Automating Hadoop Services Using Ansible

Chetna Manku
7 min readMar 21, 2021

In this article, I’m going to show you how to start Hadoop Services using Ansible.

What is Ansible?

Ansible is an agentless automation tool that by default manages machines over the SSH protocol.

You only need to install Ansible on Controller Node. Controller Node then uses SSH (by default) to communicate with Managed or Target Nodes (those end devices you want to automate).

Refer to this article for more information on Ansible.

🔰Pre-requisites🔰

  • Ansible should be installed on your system.
  • Managed Nodes (systems on which you want to Configure WebServer) should have Internet Connectivity.

To know more about installation of Ansible, refer to this article.

🔰Ansible Playbooks🔰

  • Ansible playbooks are a vital part of Ansible and the core component of every Ansible configuration.
  • An Ansible playbook is a file where users write Ansible code, an organized collection of scripts defining the work of a server configuration. Ansible plays are written in YAML.

What is Hadoop?

Hadoop is an open source framework from Apache and is used to store process and analyze big data which are very huge in volume.

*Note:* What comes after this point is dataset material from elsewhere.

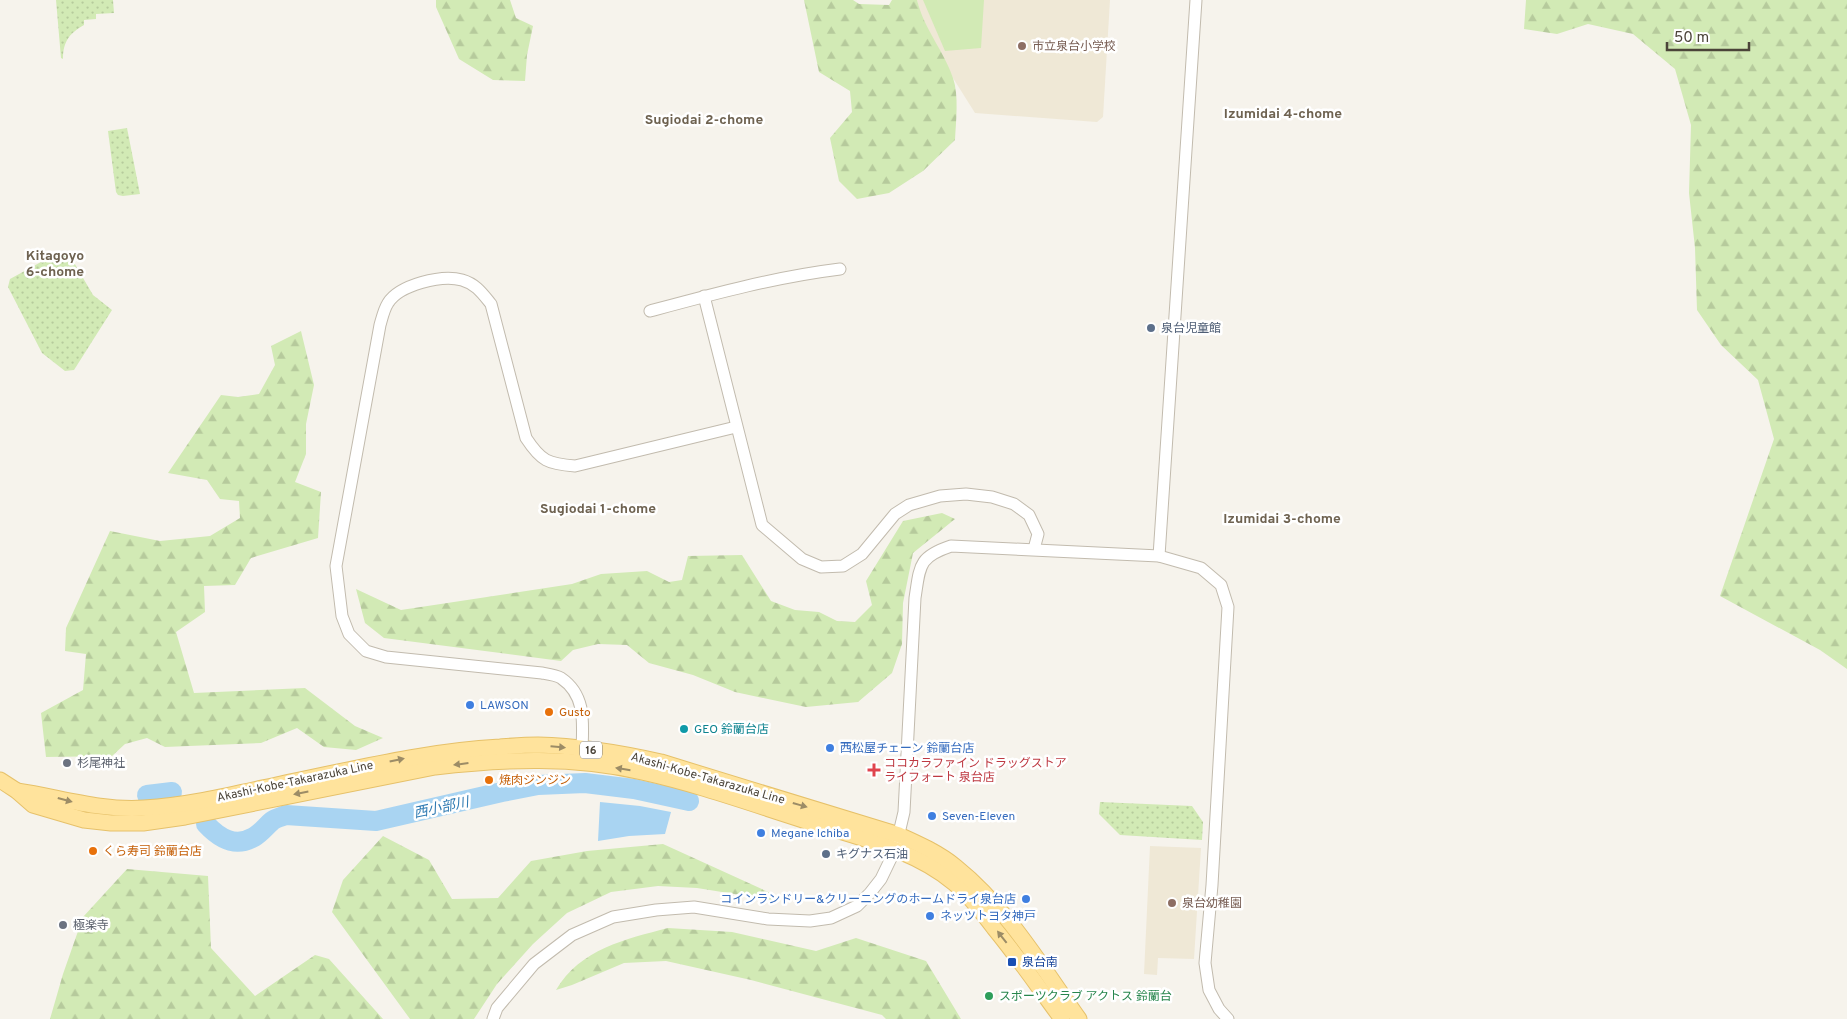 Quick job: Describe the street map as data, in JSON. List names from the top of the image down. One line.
{"streets":{"main road":["16","Akashi-Kobe-Takarazuka Line"]},"districts":["Izumidai 4-chome","Sugiodai 2-chome","Kitagoyo 6-chome","Sugiodai 1-chome","Izumidai 3-chome"],"water":["西小部川"],"places":{"other":["市立泉台小学校","泉台児童館","LAWSON","Gusto","GEO 鈴蘭台店","西松屋チェーン 鈴蘭台店","杉尾神社","焼肉ジンジン","Seven-Eleven","Megane Ichiba","くら寿司 鈴蘭台店","キグナス石油","コインランドリー&クリーニングのホームドライ泉台店","泉台幼稚園","ネッツトヨタ神戸","極楽寺","スポーツクラブ アクトス 鈴蘭台"],"health":["ココカラファイン ドラッグストア ライフォート 泉台店"],"transit":["泉台南"]},"scale_bar":"50 m"} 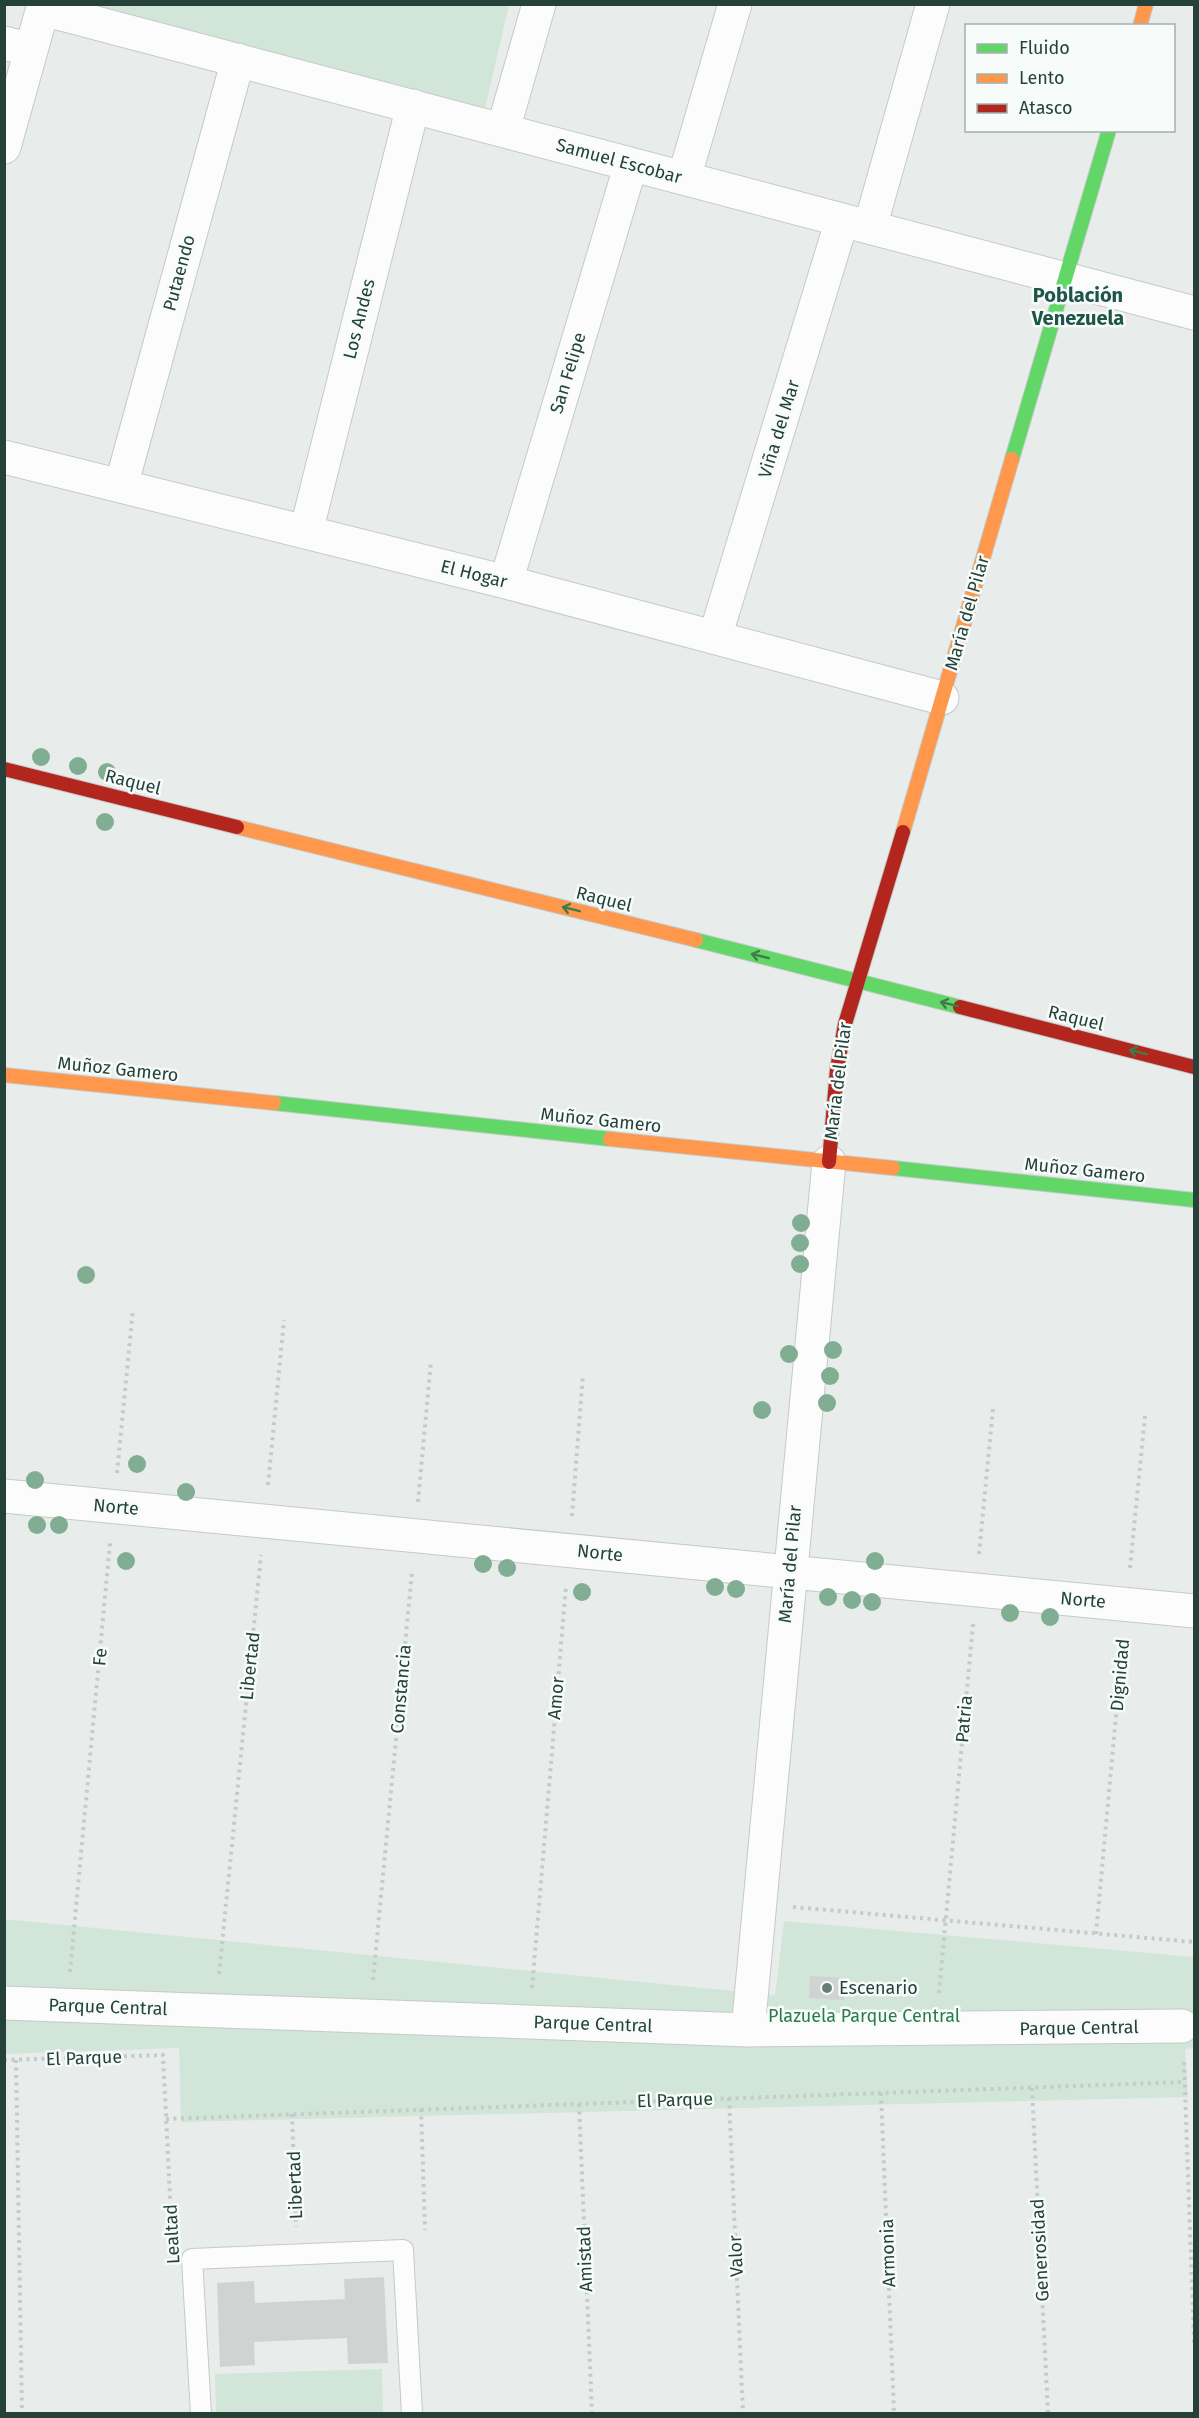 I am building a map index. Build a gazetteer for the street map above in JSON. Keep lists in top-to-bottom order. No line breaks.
{"streets":{"street":["Samuel Escobar","Putaendo","Los Andes","San Felipe","Viña del Mar","El Hogar","María del Pilar","Raquel","Muñoz Gamero","Norte","Parque Central"],"path":["Fe","Libertad","Dignidad","Constancia","Amor","Patria","El Parque","Lealtad","Generosidad","Armonia","Valor","Amistad"]},"crossings":[["Samuel Escobar","Putaendo"],["Samuel Escobar","Los Andes"],["Samuel Escobar","San Felipe"],["Samuel Escobar","Viña del Mar"],["Samuel Escobar","María del Pilar"],["Putaendo","El Hogar"],["Los Andes","El Hogar"],["San Felipe","El Hogar"],["Viña del Mar","El Hogar"],["El Hogar","María del Pilar"],["María del Pilar","Raquel"],["María del Pilar","Muñoz Gamero"],["María del Pilar","Norte"],["María del Pilar","Parque Central"],["Norte","Fe"],["Norte","Libertad"],["Norte","Dignidad"],["Norte","Constancia"],["Norte","Amor"],["Norte","Patria"],["Fe","Parque Central"],["Libertad","Parque Central"],["Libertad","El Parque"],["Constancia","Parque Central"],["Amor","Parque Central"],["Patria","Parque Central"],["El Parque","Lealtad"],["El Parque","Generosidad"],["El Parque","Armonia"],["El Parque","Valor"],["El Parque","Amistad"]],"one_way":["Raquel"],"districts":["Población Venezuela"],"parks":["Plazuela Parque Central"],"places":["Escenario"],"legend":["Fluido","Lento","Atasco"]}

It provides massive storage for any kind of data, enormous processing power, and the ability to handle virtually limitless concurrent tasks or jobs.

  • NameNode is the master node that runs on a separate node in the cluster.
  • DataNode is a slave node in Hadoop Cluster that stores the actual data as instructed by the NameNode.

🔰Ansible Document🔰

  • Ansible provides documentation of each module.
  • Use “ansible-doc” command to see any module’s description and required options.
# ansible-doc <module_name>

To create any playbook it’s important to set a goal, the steps needed to complete the task.

🔰Following are the steps needed to create a playbook for Starting Hadoop Services🔰

🔹 Install JDK in Namenode & Datanode

🔹 Install Hadoop in Namenode & Datanode

🔹 Configure NameNode

🔹 Format NameNode

🔹 Start NameNode Service

🔹 Configure DataNode

🔹 Start DataNode Service

🔰Creating Inventory🔰

  • Create host groups in inventory
  • Group namenode contains IP of a namenode
  • Group datanode contains IPs of datanodes

🔰Create Variable Files🔰

  • Instead of inserting variable into playbook, it’s a good practice to define variables into another yaml file.
- hadoop: "hadoop-1.2.1-1.x86_64.rpm"
- jdk: "jdk-8u171-linux-x64.rpm"
- ip_namenode: <IP-of-master>
- port_no: 9001
- nn_dir: "/hdmaster"
- dn_dir: "/hdslave"
  • To know the IP of maser run this adhoc command for namenode group :
# ansible namenode -m setup -a "filter=*ipv4"
  • Enter this IP of master into your variable file.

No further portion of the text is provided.